◆ WORK INSTRUCTIONS: Select all lines holding the word "turn" from the entries that follow.

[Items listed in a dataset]
◆ ◆ ◆ ◆ ◆

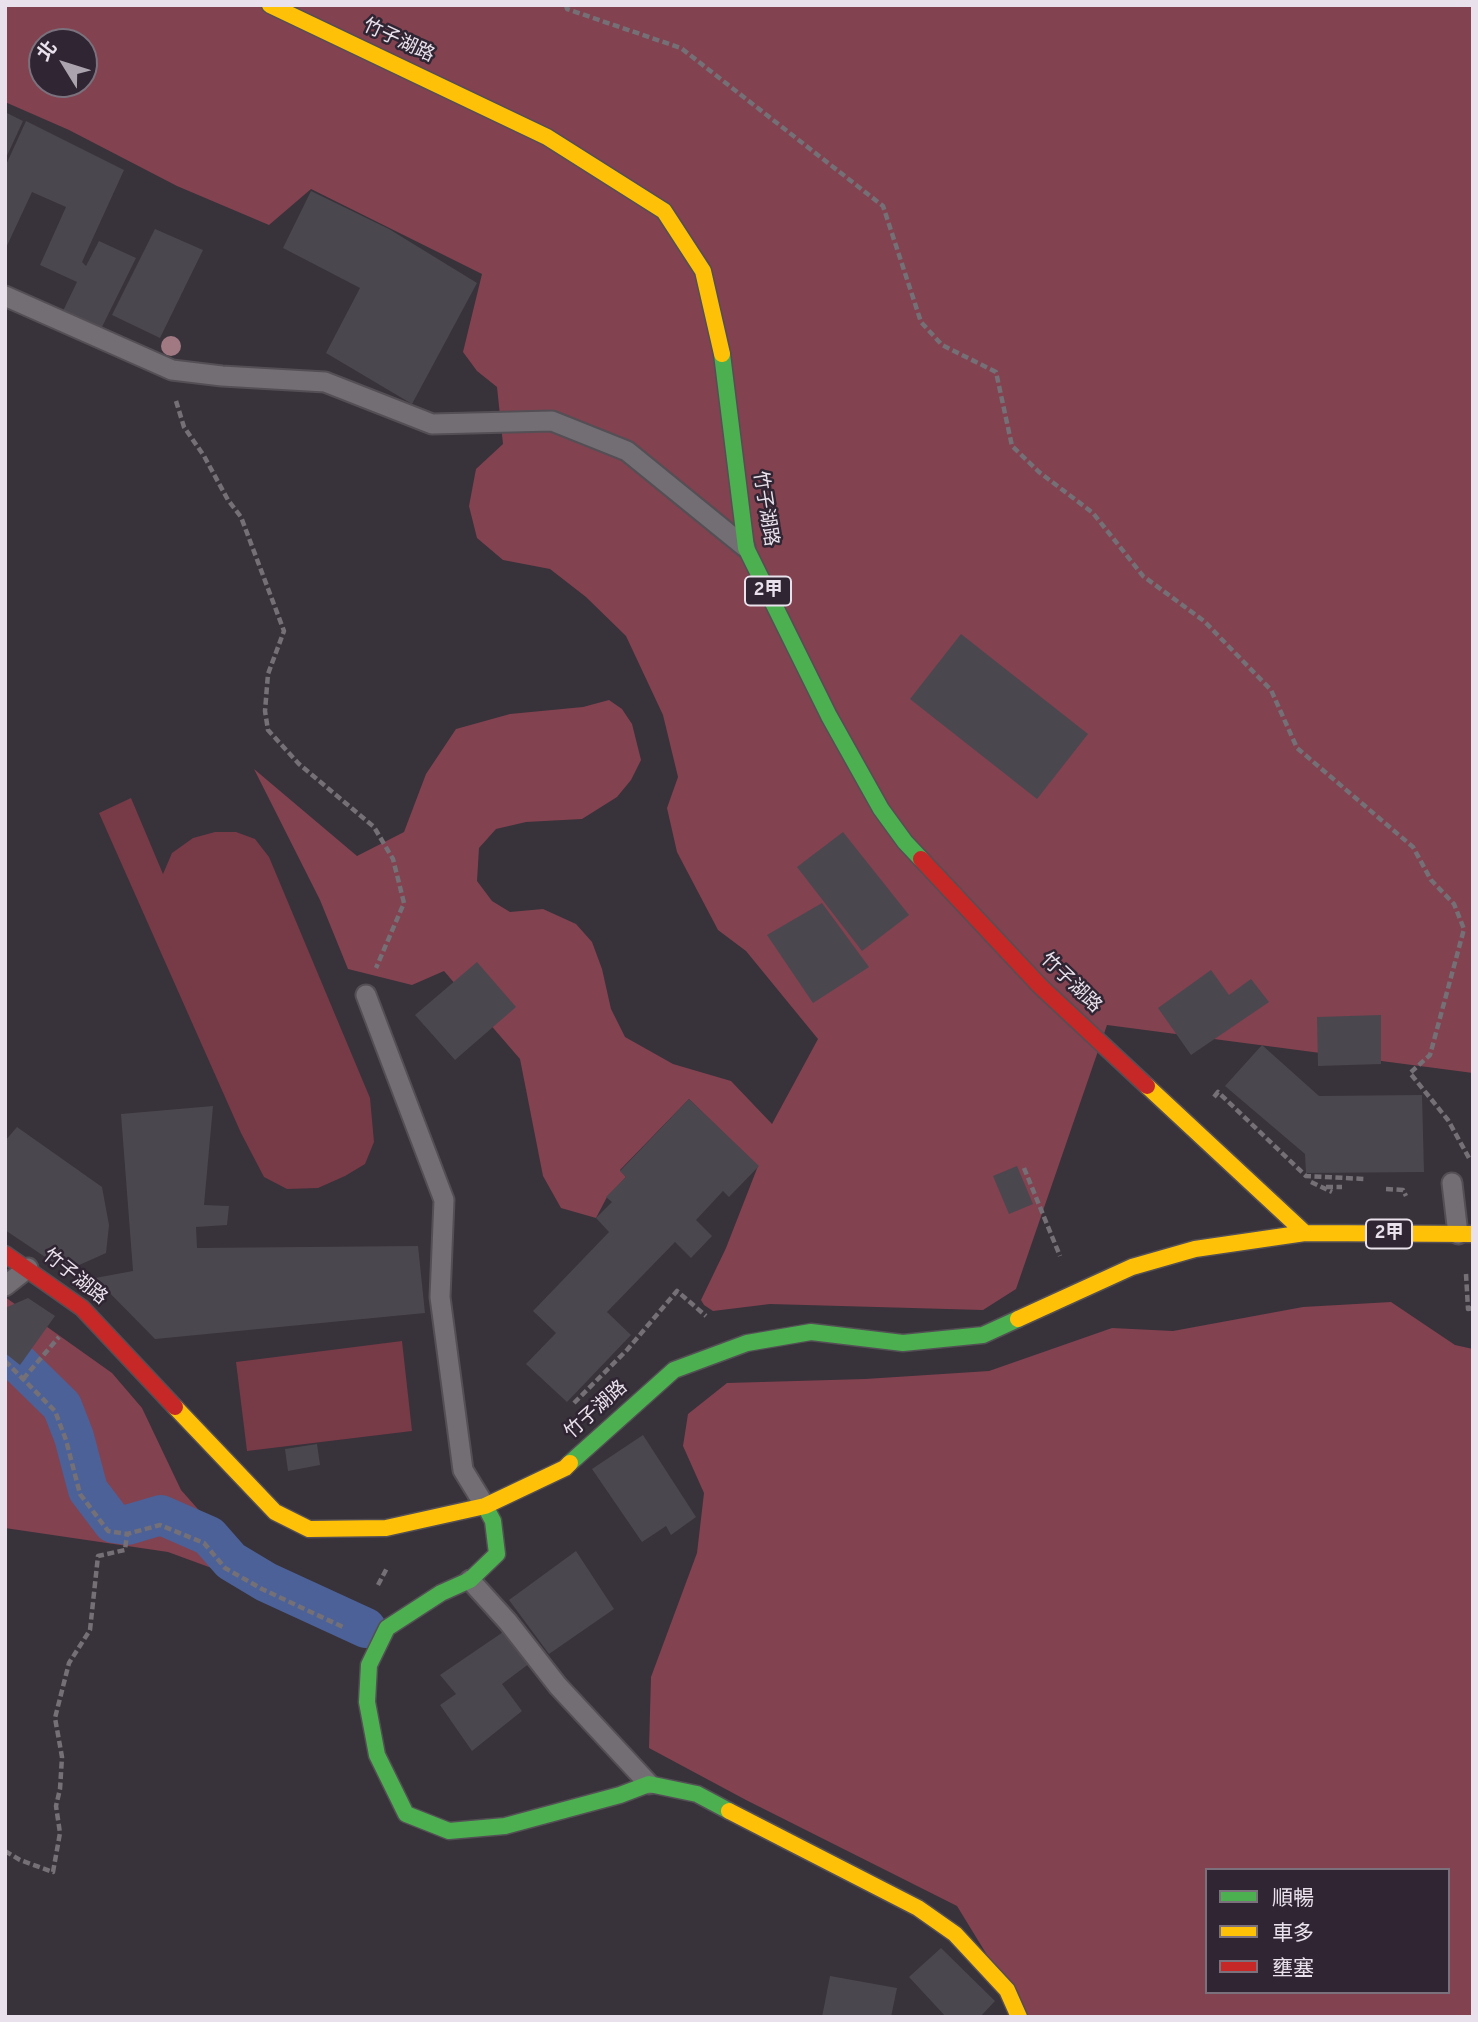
<!DOCTYPE html>
<meta charset="utf-8">
<style>
body{margin:0}
#map{position:relative;width:1478px;height:2022px;overflow:hidden;background:#38323a;font-family:Overpass,"Noto Sans TC",sans-serif}
canvas{display:block}
.frame{position:absolute;inset:0;border:7px solid #e9e2ec;pointer-events:none}
.legend{position:absolute;left:1205px;top:1868px;width:245px;height:126px;box-sizing:border-box;background:#302533;border:2px solid #7a717d;margin:0;padding:9px 12px;list-style:none;font-size:21px;color:#e9e2ec}
.legend li{display:flex;align-items:center;gap:14px;height:35px}
.legend b{width:35px;border:2px solid #7a717d}
.north{position:absolute;left:28px;top:28px;width:70px;height:70px;box-sizing:border-box;background:#302533;border:2px solid #7a717d;border-radius:50%;rotate:308deg;font-size:19px;font-weight:700;line-height:28px;text-align:center;color:#e9e2ec}
.north::after{content:'';display:block;margin:auto;width:24px;height:32px;background:#aba4ae;clip-path:polygon(50% 0,100% 100%,50% 72%,0 100%)}
</style>
<div id="map">
<canvas width="1478" height="2022"></canvas>
<div class="frame"></div>
<ul class="legend">
<li><b style="height:9px;background:#4caf50"></b>順暢</li>
<li><b style="height:9px;background:#ffc107"></b>車多</li>
<li><b style="height:9px;background:#c62828"></b>壅塞</li>
</ul>
<div class="north">北</div>
</div>
<script>
const c = document.querySelector('canvas').getContext('2d');
c.lineJoin = 'round';
function fill(path, color) { c.fillStyle = color; c.fill(path, 'evenodd'); }
const poly = rows => new Path2D(rows.map(r => 'M' + r).join(''));
function stroke(path, color, width, dash) { c.strokeStyle = color; c.lineWidth = width; c.lineCap = dash ? 'butt' : 'round'; c.setLineDash(dash || []); c.stroke(path); }
function drawText(font, color, halo, rows, align = 'center') {
  c.font = font + ' Overpass,"Noto Sans TC",sans-serif'; c.lineWidth = 5; c.setLineDash([]); c.textBaseline = 'middle'; c.strokeStyle = halo; c.fillStyle = color; for (const [text, x, y, turn = 0] of rows) {
    c.save(); c.translate(x, y); c.rotate((+turn || 0) * Math.PI / 180); c.textAlign = isNaN(turn) ? turn : align; if (halo) c.strokeText(text, 0, 0); c.fillText(text, 0, 0); c.restore();
  }
}
fill(poly([
 [131,798,163,874,172,853,193,838,215,832,236,832,255,839,269,857,370,1098,374,1142,365,1164,345,1176,318,1188,287,1189,264,1177,241,1133,99,813],
 [402,1341,412,1431,247,1451,236,1362]
]), '#773a47');
fill(poly([
 [5,5,1473,5,1473,1073,1107,1025,1016,1289,983,1310,770,1304,713,1311,704,1305,701,1300,726,1248,758,1166,689,1099,620,1170,626,1177,607,1197,596,1218,561,1208,543,1176,520,1059,444,971,412,985,348,969,320,900,254,769,357,856,404,832,426,774,456,729,510,714,583,707,609,700,622,709,632,724,641,760,631,780,617,797,582,819,526,822,496,829,479,848,477,881,492,901,510,912,543,909,576,924,592,942,602,969,611,1009,625,1037,673,1064,731,1081,772,1124,818,1039,746,951,718,930,677,852,667,808,678,777,663,715,626,636,586,597,550,569,503,560,477,538,469,506,476,469,503,444,497,387,477,371,463,352,482,274,311,189,269,225,177,186,69,130,5,102],
 [42,42,84,42,84,84,42,84],
 [5,1297,112,1373,142,1408,181,1490,212,1525,296,1599,168,1552,5,1528],
 [1391,1302,1455,1345,1473,1349,1473,2017,1025,2017,957,1906,746,1800,649,1748,651,1677,697,1553,704,1493,683,1446,688,1414,727,1383,865,1379,989,1371,1112,1328,1173,1331,1303,1307],
 [1207,1870,1448,1870,1448,1992,1207,1992]
]), '#824250');
stroke(poly([
 [5,1350,62,1406,74,1437,88,1490,113,1523,127,1525,161,1515,209,1536,231,1561,266,1582,366,1628]
]), '#4c6198', 40);
fill(poly([
 [5,112,23,121,5,160],
 [26,121,124,170,82,262,86,266,99,241,136,258,101,329,62,313,77,282,40,265,66,207,32,192,5,250,5,167],
 [311,191,389,229,477,283,412,404,326,353,360,288,283,248],
 [155,229,203,250,160,338,112,315],
 [961,634,1088,734,1037,799,910,699],
 [843,832,909,915,862,951,797,867],
 [822,903,869,967,813,1003,767,935],
 [477,962,516,1007,455,1060,415,1015],
 [1211,970,1229,995,1251,979,1269,1002,1191,1055,1158,1008],
 [1381,1015,1381,1064,1318,1066,1317,1017],
 [1262,1045,1319,1096,1422,1095,1424,1172,1306,1173,1305,1154,1225,1086],
 [689,1099,759,1166,729,1197,723,1191,696,1220,712,1236,691,1258,675,1242,607,1312,631,1335,567,1402,526,1364,556,1333,533,1311,609,1232,596,1218,612,1202,606,1197,626,1177,620,1171],
 [213,1106,204,1205,229,1206,227,1225,196,1227,197,1248,418,1246,425,1313,155,1339,95,1278,133,1271,121,1114],
 [17,1127,102,1187,109,1225,106,1253,66,1271,5,1230,5,1141],
 [1017,1166,1033,1204,1009,1214,993,1176],
 [28,1298,55,1316,20,1365,5,1353,5,1308],
 [643,1435,696,1517,671,1535,666,1526,642,1542,592,1469],
 [317,1444,320,1465,288,1471,285,1449],
 [576,1551,614,1609,549,1654,509,1600],
 [509,1628,534,1660,502,1684,522,1711,472,1751,440,1705,456,1694,440,1675],
 [941,1948,995,2001,980,2017,946,2017,909,1977],
 [830,1976,897,1988,891,2017,822,2017]
]), '#4b474f');
const lane = poly([
 [5,296,172,370,222,376,325,382,432,424,552,421,627,451,745,547],
 [366,995,444,1200,440,1297,463,1470,485,1506],
 [1452,1183,1458,1234],
 [5,1286,28,1268],
 [470,1580,508,1622,558,1686,649,1784]
]);
const fast = poly([
 [722,354,746,548,829,716,881,809,905,842,921,859],
 [570,1463,674,1370,747,1343,811,1332,903,1343,983,1335,1018,1319],
 [485,1506,493,1521,497,1554,470,1580,441,1593,387,1628,369,1665,367,1702,377,1755,406,1814,449,1831,505,1826,620,1795,649,1784,697,1794,729,1811]
]);
const slow = poly([
 [270,5,547,137,664,211,703,271,722,354],
 [1147,1086,1305,1233,1473,1234],
 [1018,1319,1132,1267,1195,1249,1305,1233],
 [175,1407,275,1512,309,1529,386,1528,485,1506,565,1468,570,1463],
 [729,1811,918,1908,955,1934,1007,1990,1019,2017]
]);
const jam = poly([
 [921,859,1040,986,1147,1086],
 [5,1254,82,1308,175,1407]
]);
stroke(lane, '#544f55', 23);
stroke(fast, '#544f55', 19);
stroke(slow, '#544f55', 19);
stroke(jam, '#544f55', 19);
stroke(poly([
 [566,5,567,9,681,48,883,206,921,322,942,345,996,372,1012,446,1039,472,1093,513,1143,576,1204,621,1271,690,1297,748,1413,847,1431,880,1454,904,1464,929,1430,1055,1410,1073,1448,1120,1469,1158],
 [176,401,184,427,204,456,228,500,241,517,284,631,268,674,265,711,268,730,299,764,374,827,393,859,404,903,376,968],
 [1214,1097,1218,1092,1306,1176,1365,1179],
 [1024,1168,1060,1256],
 [1311,1182,1332,1192],
 [1326,1187,1342,1187],
 [1386,1189,1403,1190,1406,1196],
 [1466,1274,1468,1309,1473,1308],
 [5,1361,55,1411,66,1440,80,1494,108,1531,127,1534,160,1525,204,1543,225,1568,262,1589,345,1628],
 [23,1379,59,1337],
 [574,1403,627,1350,677,1291,706,1316],
 [378,1585,387,1568],
 [5,1851,20,1860,53,1872,60,1833,56,1806,60,1789,62,1757,55,1718,69,1663,90,1630,98,1556,125,1550,127,1534]
]), '#747076', 4.5, [7, 3.5]);
stroke(lane, '#726e73', 19);
stroke(fast, '#4caf50', 16);
stroke(slow, '#ffc107', 16);
stroke(jam, '#c62828', 16);
c.fillStyle = '#a07982';
for (const [x, y] of [
 [171,346]
]) { c.beginPath(); c.arc(x, y, 10, 0, 2 * Math.PI); c.fill(); }
for (const [x, y, w] of [
 [768,591,46],
 [1389,1234,46]
]) { const box = new Path2D(); box.roundRect(x - w / 2, y - 14.5, w, 29, 5); c.fillStyle = '#302533'; c.fill(box); stroke(box, '#e9e2ec', 2); }
drawText('bold 18px', '#e9e2ec', null, [
 ["2甲",768,591],
 ["2甲",1389,1234]
]);
drawText('19px', '#e9e2ec', '#302533', [
 ["竹子湖路",398,42,25],
 ["竹子湖路",764,509,81],
 ["竹子湖路",1070,984,44],
 ["竹子湖路",74,1278,39],
 ["竹子湖路",597,1411,-42]
]);
</script>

◆ ◆ ◆ ◆ ◆

◆ SOLUTION FOR THIS PROBLEM:
  c.font = font + ' Overpass,"Noto Sans TC",sans-serif'; c.lineWidth = 5; c.setLineDash([]); c.textBaseline = 'middle'; c.strokeStyle = halo; c.fillStyle = color; for (const [text, x, y, turn = 0] of rows) {
    c.save(); c.translate(x, y); c.rotate((+turn || 0) * Math.PI / 180); c.textAlign = isNaN(turn) ? turn : align; if (halo) c.strokeText(text, 0, 0); c.fillText(text, 0, 0); c.restore();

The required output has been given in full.